Dataset items
=== Begin Enclosure ===

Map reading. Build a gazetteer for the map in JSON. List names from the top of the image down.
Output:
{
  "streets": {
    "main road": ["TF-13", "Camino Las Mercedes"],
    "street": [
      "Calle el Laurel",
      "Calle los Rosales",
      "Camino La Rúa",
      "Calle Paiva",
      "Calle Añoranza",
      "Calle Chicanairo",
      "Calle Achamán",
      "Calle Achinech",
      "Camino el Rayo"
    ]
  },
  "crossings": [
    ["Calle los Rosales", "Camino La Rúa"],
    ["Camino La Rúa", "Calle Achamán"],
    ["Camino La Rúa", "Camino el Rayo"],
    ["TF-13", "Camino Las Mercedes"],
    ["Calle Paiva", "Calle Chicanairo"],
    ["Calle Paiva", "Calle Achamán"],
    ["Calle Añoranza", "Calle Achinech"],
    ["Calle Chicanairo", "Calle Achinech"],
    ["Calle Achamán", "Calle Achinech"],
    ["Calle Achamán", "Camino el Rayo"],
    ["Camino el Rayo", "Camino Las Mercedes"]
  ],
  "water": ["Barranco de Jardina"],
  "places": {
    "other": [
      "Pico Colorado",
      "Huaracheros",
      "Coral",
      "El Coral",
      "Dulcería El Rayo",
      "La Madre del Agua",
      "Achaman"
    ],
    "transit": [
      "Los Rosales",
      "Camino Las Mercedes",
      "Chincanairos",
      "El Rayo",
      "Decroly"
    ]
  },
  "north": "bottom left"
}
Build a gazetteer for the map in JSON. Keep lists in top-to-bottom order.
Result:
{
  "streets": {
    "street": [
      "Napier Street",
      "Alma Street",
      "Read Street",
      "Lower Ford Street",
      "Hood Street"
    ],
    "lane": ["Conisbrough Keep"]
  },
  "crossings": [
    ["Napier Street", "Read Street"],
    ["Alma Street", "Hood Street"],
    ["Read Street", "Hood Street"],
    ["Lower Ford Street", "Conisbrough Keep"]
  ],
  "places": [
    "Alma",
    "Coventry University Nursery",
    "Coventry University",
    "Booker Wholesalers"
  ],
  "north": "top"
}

=== End Enclosure ===

# WHAT TO PRODUCE
Single out each line of the records above with the string "Napier" in it, and copy it.

# TASK ANSWER
      "Napier Street",
    ["Napier Street", "Read Street"],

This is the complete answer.